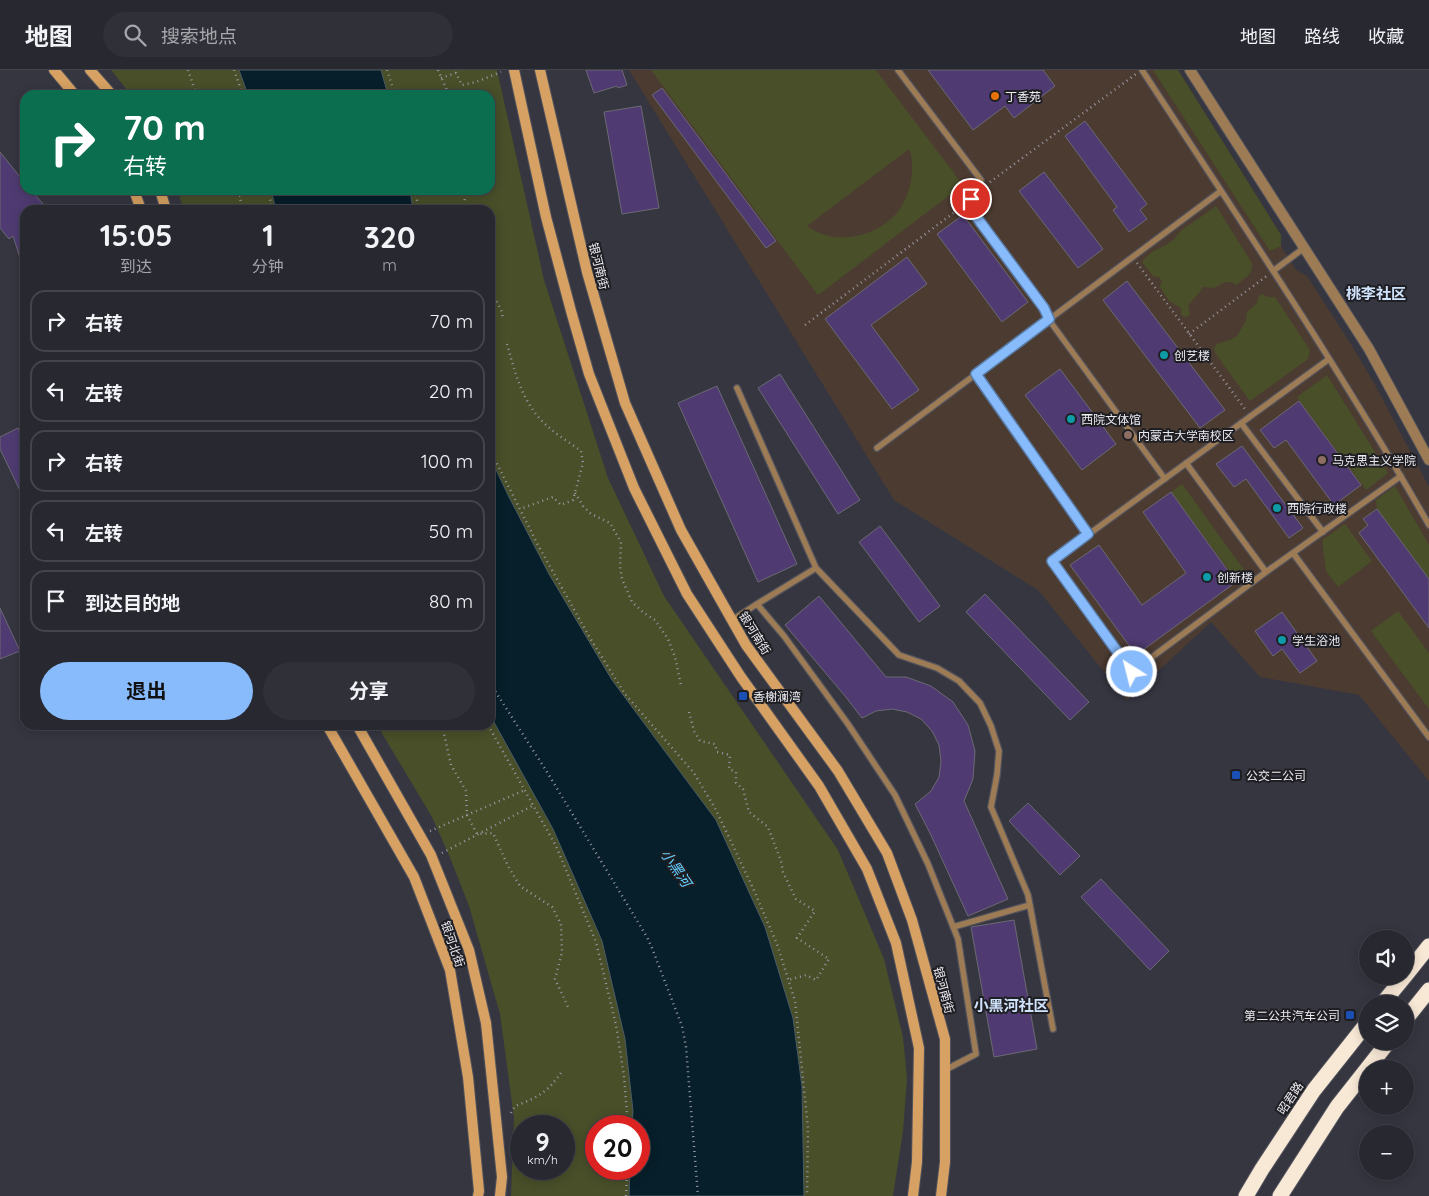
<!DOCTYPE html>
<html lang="zh">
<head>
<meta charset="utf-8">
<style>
  :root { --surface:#282831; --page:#303039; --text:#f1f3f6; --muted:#a5a6ab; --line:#44444d; --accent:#88bbfc }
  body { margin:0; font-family:Quicksand,"Noto Sans SC",sans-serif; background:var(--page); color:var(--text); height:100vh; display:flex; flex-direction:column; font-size:19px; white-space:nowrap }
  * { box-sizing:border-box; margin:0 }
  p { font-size:16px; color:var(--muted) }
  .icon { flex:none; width:28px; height:28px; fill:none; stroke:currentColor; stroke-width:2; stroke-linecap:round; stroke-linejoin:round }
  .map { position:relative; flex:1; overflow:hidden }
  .details { position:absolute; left:20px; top:135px; width:475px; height:525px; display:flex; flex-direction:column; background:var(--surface); border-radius:15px; box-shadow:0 2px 12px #0003,0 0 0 1px var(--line) }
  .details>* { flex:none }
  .top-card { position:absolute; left:20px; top:20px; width:475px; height:105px; border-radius:15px; box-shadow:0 2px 12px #0003,0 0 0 1px var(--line); background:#0b6e4f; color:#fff; overflow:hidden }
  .controls { position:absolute; left:1359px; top:860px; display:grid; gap:10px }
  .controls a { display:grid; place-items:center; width:55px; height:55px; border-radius:50%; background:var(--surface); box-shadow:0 2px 12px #0003,0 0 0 1px var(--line); font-size:25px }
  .speed { position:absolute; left:510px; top:1045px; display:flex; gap:10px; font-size:25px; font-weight:700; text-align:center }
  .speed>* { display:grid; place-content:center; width:65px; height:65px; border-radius:50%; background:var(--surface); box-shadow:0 2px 12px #0003,0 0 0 1px var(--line); line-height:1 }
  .speed small { font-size:12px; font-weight:400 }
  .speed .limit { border:8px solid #d22; background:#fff; color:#111 }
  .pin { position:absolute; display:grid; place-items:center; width:42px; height:42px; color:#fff; margin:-21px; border:2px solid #fff; border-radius:50%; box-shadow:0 1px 5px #0007 }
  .me { position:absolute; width:55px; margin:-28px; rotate:324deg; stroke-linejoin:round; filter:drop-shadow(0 0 4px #0008) }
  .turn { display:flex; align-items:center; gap:18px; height:105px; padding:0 20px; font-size:22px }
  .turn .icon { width:65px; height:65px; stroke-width:2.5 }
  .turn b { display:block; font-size:35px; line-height:42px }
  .eta { display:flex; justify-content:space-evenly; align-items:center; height:85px; text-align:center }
  .eta b { font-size:30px; font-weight:700; line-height:35px }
  .button { display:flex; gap:10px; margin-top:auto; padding:10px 20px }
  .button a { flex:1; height:58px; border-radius:30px; background:var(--accent); color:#111; font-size:20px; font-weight:700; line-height:58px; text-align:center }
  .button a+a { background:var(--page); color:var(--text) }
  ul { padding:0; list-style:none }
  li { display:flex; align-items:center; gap:15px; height:62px; margin:0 10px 8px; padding:0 10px; border:2px solid var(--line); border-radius:15px }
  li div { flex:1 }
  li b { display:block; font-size:19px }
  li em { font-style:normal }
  header { display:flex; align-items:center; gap:30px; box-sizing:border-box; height:70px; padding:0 25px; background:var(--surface); border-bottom:1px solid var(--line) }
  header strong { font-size:24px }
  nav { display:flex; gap:28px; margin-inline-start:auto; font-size:18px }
  .search { width:350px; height:45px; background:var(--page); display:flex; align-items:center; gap:12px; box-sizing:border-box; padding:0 18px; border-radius:28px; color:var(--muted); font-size:19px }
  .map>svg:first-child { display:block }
</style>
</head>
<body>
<header>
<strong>地图</strong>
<div class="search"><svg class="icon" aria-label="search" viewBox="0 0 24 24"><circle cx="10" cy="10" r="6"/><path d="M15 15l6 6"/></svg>搜索地点</div>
<nav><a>地图</a><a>路线</a><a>收藏</a></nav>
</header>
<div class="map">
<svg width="1429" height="1126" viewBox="0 0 1429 1126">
  <rect width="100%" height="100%" fill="#363641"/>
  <path fill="#4c3b31" d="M629,0h549l103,165v11l15,24 11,6 45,70 22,37 55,104v294l-70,-86 -99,-18 -49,-55 -84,78 -89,-110 -144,-90z"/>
  <path fill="#494f29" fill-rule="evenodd" d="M111,0h386l47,210 64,198 56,118 174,254 46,109 19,78 4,41 -4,53 -10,65h-382l3,-78 -14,-104 -31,-108 -20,-51 -17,-38 -55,-92h113v-515h-306l-7,-20h313v-95h-359zM521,1056h43v43h-43zM596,1056h43v43h-43z
    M651,0h225l87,115 -145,110zM909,79c3,6 3,15 3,22 -1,15 -6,32 -16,43 -22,24 -62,32 -89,12z
    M1153,0h25l103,165v11l-11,5z
    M1216,136l36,57c1,12 -7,15 -16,22l-4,-3h-7l-11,6 -11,-1c-4,7 -10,12 -15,19l2,7 -1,3 -4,1 -4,-2v-7l-12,-7 -9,-14 2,-6 -3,-4 -6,-1 -11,-14c8,-13 21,-13 31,-22 4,-4 7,-9 11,-12 11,-7 21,-14 32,-22z
    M1261,224l7,3h7l35,53 -2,9 -58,42 -35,-48 -1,-4 2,-5 14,-4 7,-4 9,-15 1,-9 10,-9 2,-7z
    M1327,305l61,98 -22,17 -69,-93z
    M1182,414l65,90 -10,7 -66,-89z
    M1395,416l34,59v34l-52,-70 -1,-9z
    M1345,454l27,37 -34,26 -12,-16 -4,-31z
    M1398,541l31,42v56l-58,-78z"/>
  <path fill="#071f2a" stroke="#4b5c66" d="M239,0h142l7,25h-140z
    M271,120h139l3,20h-137z
    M490,387l18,38 41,79 63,106 104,140 49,107 28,91 9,69 2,109h-175l1,-27h9v-43h-7l1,-15 -8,-72 -23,-98 -49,-112 -63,-114z"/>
  <path fill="#4f3b71" stroke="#6c6974" d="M586,0h36l5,15 -9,3 -1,-2 -23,7z
    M928,0h115l12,16 -41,32 -9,-12 -32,24z
    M662,18l114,153 -10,7 -114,-153z
    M641,36l18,102 -37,6 -18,-102z
    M1085,51l62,83 -7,6 7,9 -18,13 -16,-22 4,-3 -52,-71z
    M0,82l25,31v7h6l17,20h-23v57h-2l-10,-31 -4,3 -9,-11z
    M1044,102l59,77 -25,19 -59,-77z
    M963,145l65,87 -26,20 -65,-88z
    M907,187l20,27 -56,41 48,65 -27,19 -67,-90z
    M1127,211l98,129 -25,18 -97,-128z
    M1060,299l56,75 -34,26 -57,-75z
    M780,304l80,126 -22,14 -80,-126z
    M717,316l80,178 -39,18 -80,-179z
    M1299,331l62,84 -27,20 -48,-65 -12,8 -14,-18z
    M18,358l7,15v58l-25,-52v-12z
    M1242,376l61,82 -14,10 -43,-59 -12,8 -18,-23z
    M1171,422l65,90 -100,73 -66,-90 29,-20 43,60 44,-32 -43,-61z
    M1377,439l52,70v49l-70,-95 9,-8 -5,-6z
    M880,456l60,80 -21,16 -60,-80z
    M985,524l104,108 -19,18 -104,-108z
    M819,526l67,81h20l25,9 22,16 15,23 7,26 -2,28 -9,22 44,98 -40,17 -38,-83 -15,-29 4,-3 12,-10 8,-14 2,-16 -2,-16 -7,-14 -11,-12 -14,-7 -15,-3 -16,2 -14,7 -17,-22 -60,-71z
    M0,538l20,43 -20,8z
    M1282,542l35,49 -17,12 -18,-24 -9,7 -18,-25z
    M1028,733l52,53 -20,19 -51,-54z
    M1101,809l68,72 -19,19 -69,-73z
    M1014,850l23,129 -43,8 -23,-130z"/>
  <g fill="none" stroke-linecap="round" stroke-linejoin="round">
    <g stroke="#53535d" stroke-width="8">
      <path id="lane" d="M898,0l83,110 -2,10 -8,9 1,12 72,97 8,16 113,155
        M1142,0c98,150 198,299 287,455
        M1273,201l31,-23
        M1329,289l-277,202 80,111 134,-100 135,-96
        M976,304l112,160
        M737,318l79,180
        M1241,353l82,109
        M877,378l344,-257
        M1186,393l80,109
        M1293,483l136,184
        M757,534l59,-36 83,87 38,13 22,13 21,22 11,23 8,25 -2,24 -6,32 37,88 25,134
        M732,550l25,-16 27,32 64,88 47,71 33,69 30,75 18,115 -31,16
        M953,857l77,-22"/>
    </g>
    <g stroke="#53535d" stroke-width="12">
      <path id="street" d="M1190,0l179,279 60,111"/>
    </g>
    <g stroke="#53535d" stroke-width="12">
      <path id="secondary" d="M54,0l21,25
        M90,0l22,25
        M514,0l32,147 25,94 18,63 45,114 53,106 54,83 78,109 48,83 29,74 23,105 -2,114 -4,34
        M540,0l47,202 38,131 56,127 65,115 92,126 49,82 25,67 33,119v123l-4,34
        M134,120l7,20
        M160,120l6,20
        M327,655l87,152 36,93 18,107 11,114 -1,5
        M357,655l74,130 38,95 17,73 16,154 -2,19"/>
    </g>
    <g stroke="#53535d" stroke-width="17">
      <path id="highway" d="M1405,906l24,-30
        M1382,934l23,-28
        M1405,950l24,-30
        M1246,1126l16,-27 52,-79 54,-68
        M1280,1126l57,-89 52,-66"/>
    </g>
    <path stroke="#9999a2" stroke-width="2.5" stroke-dasharray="1 4" stroke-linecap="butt" d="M188,0l7,21 3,4
      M234,0l9,25
      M387,0l8,25
      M438,0l11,25
      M441,8l15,-5 6,12 14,-3 25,-10
      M990,112l146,-108
      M239,120l3,20
      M268,120l5,20
      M415,120l4,20
      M239,126l15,-6
      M257,140l14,-6
      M463,140l2,-12 5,-8
      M1137,193l108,146
      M490,218l12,24 1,8
      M805,255l159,-120
      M1189,264l79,-59
      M507,274c8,28 15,58 37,79 11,11 25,19 37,28l2,12 -10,37 -12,5 -8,-8 -33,12
      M490,380l49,97 51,91 35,56 69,79 22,37 36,76 25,58 18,57 13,127 -1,68
      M575,423l8,13 8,8 19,9 11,19 -1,25 2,12 10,23 12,11 11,7 13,19 7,18 6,28
      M490,613l57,89 100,165 5,11 30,78 4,21 12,149
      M689,642l5,19 6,10 15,3 2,8 13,3 -1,14 7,3v11l7,6 6,23 19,15 13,34 2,11 13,27 19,12 -18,27 32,21 -13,21 -10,-5 -18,5
      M442,655l9,40 15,26 1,24 10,19 16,-1 15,33 12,20 32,21 9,17 1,28 -7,27 13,28
      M488,655l68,121 40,96 20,83 8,51 4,50
      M430,761l95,-41
      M442,783l92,-48
      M511,1043l4,-7c24,-9 33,-14 48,-36
      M626,1126l1,-27"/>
    <use href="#lane" stroke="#9d7c55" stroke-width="5.5"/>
    <use href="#street" stroke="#9d7c55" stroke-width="10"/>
    <use href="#secondary" stroke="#d6a162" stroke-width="10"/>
    <use href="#highway" stroke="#f8e8d6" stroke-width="15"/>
  </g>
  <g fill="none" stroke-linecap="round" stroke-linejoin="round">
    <g stroke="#587aa4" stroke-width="12">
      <path id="route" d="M971,129l1,12 72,97 5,11 -73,55 112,160 -36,27 80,111"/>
    </g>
    <use href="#route" stroke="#88bbfc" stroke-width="9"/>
  </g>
  <circle fill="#e8710a" stroke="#1e1e23" stroke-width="2" cx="995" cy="26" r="5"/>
  <g fill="#0f9aa8" stroke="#1e1e23" stroke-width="2">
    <circle cx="1164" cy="285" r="5"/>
    <circle cx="1071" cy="349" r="5"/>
    <circle cx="1277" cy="438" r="5"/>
    <circle cx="1207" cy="507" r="5"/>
    <circle cx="1282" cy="570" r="5"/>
  </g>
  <g fill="#8d6e63" stroke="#1e1e23" stroke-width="2">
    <circle cx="1128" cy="365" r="5"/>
    <circle cx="1322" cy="390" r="5"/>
  </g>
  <g fill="#1a4fb4" stroke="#1e1e23" stroke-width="2">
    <rect x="738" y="621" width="10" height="10" rx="2.5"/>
    <rect x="1231" y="700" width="10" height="10" rx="2.5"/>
    <rect x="1345" y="940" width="10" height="10" rx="2.5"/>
  </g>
  <g text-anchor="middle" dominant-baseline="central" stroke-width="4" stroke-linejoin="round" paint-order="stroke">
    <g font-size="12" fill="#ebebf2" stroke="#1e1e23" text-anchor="start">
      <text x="1005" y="26">丁香苑</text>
      <text x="1174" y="285">创艺楼</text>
      <text x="1081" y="349">西院文体馆</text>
      <text x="1138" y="365">内蒙古大学南校区</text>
      <text x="1332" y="390">马克思主义学院</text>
      <text x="1287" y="438">西院行政楼</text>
      <text x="1217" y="507">创新楼</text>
      <text x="1292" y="570">学生浴池</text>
      <text x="753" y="626">香榭澜湾</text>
      <text x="1246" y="705">公交二公司</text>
      <text x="1340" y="945" text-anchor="end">第二公共汽车公司</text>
    </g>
    <g font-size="12" fill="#ebebf2" stroke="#1e1e23">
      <text transform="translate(599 196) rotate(76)">银河南街</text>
      <text transform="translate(755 563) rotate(58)">银河南街</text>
      <text transform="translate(453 874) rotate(71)">银河北街</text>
      <text transform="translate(944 920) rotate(75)">银河南街</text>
      <text transform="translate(1290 1028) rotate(-56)">昭君路</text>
    </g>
    <g font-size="14" font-style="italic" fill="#62cfff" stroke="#1e1e23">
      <text transform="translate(676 798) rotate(56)">小黑河</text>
    </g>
    <g font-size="15" font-weight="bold" fill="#d0e3fc" stroke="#1e1e23">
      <text x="1376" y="223">桃李社区</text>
      <text x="1011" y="935">小黑河社区</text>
    </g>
  </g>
</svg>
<div class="controls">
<a><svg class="icon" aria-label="sound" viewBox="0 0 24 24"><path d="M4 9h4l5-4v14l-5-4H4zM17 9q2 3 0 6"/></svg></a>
<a><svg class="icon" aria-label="layers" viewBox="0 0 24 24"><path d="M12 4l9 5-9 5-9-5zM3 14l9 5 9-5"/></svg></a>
<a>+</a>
<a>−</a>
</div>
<div class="speed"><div>9<small>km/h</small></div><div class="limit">20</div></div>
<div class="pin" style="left:971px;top:129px;background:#d93025"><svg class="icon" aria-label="arrive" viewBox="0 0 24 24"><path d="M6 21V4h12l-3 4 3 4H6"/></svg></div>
<svg class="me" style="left:1132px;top:602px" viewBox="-20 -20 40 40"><circle r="17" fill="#88bbfc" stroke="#fff" stroke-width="3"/><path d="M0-11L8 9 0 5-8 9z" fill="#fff"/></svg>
<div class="top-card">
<div class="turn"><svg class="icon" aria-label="right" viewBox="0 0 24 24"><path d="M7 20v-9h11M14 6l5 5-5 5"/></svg><div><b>70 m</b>右转</div></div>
</div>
<section class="details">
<div class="eta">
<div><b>15:05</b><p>到达</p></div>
<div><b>1</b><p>分钟</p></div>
<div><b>320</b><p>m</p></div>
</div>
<ul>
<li><svg class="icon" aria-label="right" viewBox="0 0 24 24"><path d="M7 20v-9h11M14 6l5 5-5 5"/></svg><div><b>右转</b></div><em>70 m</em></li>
<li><svg class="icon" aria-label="left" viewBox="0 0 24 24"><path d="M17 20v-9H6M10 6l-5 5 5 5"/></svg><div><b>左转</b></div><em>20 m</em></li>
<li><svg class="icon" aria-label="right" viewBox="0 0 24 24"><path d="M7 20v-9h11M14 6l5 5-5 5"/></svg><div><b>右转</b></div><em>100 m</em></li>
<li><svg class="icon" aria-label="left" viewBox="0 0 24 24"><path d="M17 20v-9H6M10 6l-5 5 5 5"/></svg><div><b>左转</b></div><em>50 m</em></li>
<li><svg class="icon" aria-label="arrive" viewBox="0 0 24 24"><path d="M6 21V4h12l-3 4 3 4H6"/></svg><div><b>到达目的地</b></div><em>80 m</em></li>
</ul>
<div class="button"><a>退出</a><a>分享</a></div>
</section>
</div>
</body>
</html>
•••••
▶ Task
Would you print exactly and only the lines of the material above that run from the line with "position:relative; flex:1; overflow:hidden" through the line with "flex:1; height:58px; border-radius:30px;", both included?

▶ Response box
  .map { position:relative; flex:1; overflow:hidden }
  .details { position:absolute; left:20px; top:135px; width:475px; height:525px; display:flex; flex-direction:column; background:var(--surface); border-radius:15px; box-shadow:0 2px 12px #0003,0 0 0 1px var(--line) }
  .details>* { flex:none }
  .top-card { position:absolute; left:20px; top:20px; width:475px; height:105px; border-radius:15px; box-shadow:0 2px 12px #0003,0 0 0 1px var(--line); background:#0b6e4f; color:#fff; overflow:hidden }
  .controls { position:absolute; left:1359px; top:860px; display:grid; gap:10px }
  .controls a { display:grid; place-items:center; width:55px; height:55px; border-radius:50%; background:var(--surface); box-shadow:0 2px 12px #0003,0 0 0 1px var(--line); font-size:25px }
  .speed { position:absolute; left:510px; top:1045px; display:flex; gap:10px; font-size:25px; font-weight:700; text-align:center }
  .speed>* { display:grid; place-content:center; width:65px; height:65px; border-radius:50%; background:var(--surface); box-shadow:0 2px 12px #0003,0 0 0 1px var(--line); line-height:1 }
  .speed small { font-size:12px; font-weight:400 }
  .speed .limit { border:8px solid #d22; background:#fff; color:#111 }
  .pin { position:absolute; display:grid; place-items:center; width:42px; height:42px; color:#fff; margin:-21px; border:2px solid #fff; border-radius:50%; box-shadow:0 1px 5px #0007 }
  .me { position:absolute; width:55px; margin:-28px; rotate:324deg; stroke-linejoin:round; filter:drop-shadow(0 0 4px #0008) }
  .turn { display:flex; align-items:center; gap:18px; height:105px; padding:0 20px; font-size:22px }
  .turn .icon { width:65px; height:65px; stroke-width:2.5 }
  .turn b { display:block; font-size:35px; line-height:42px }
  .eta { display:flex; justify-content:space-evenly; align-items:center; height:85px; text-align:center }
  .eta b { font-size:30px; font-weight:700; line-height:35px }
  .button { display:flex; gap:10px; margin-top:auto; padding:10px 20px }
  .button a { flex:1; height:58px; border-radius:30px; background:var(--accent); color:#111; font-size:20px; font-weight:700; line-height:58px; text-align:center }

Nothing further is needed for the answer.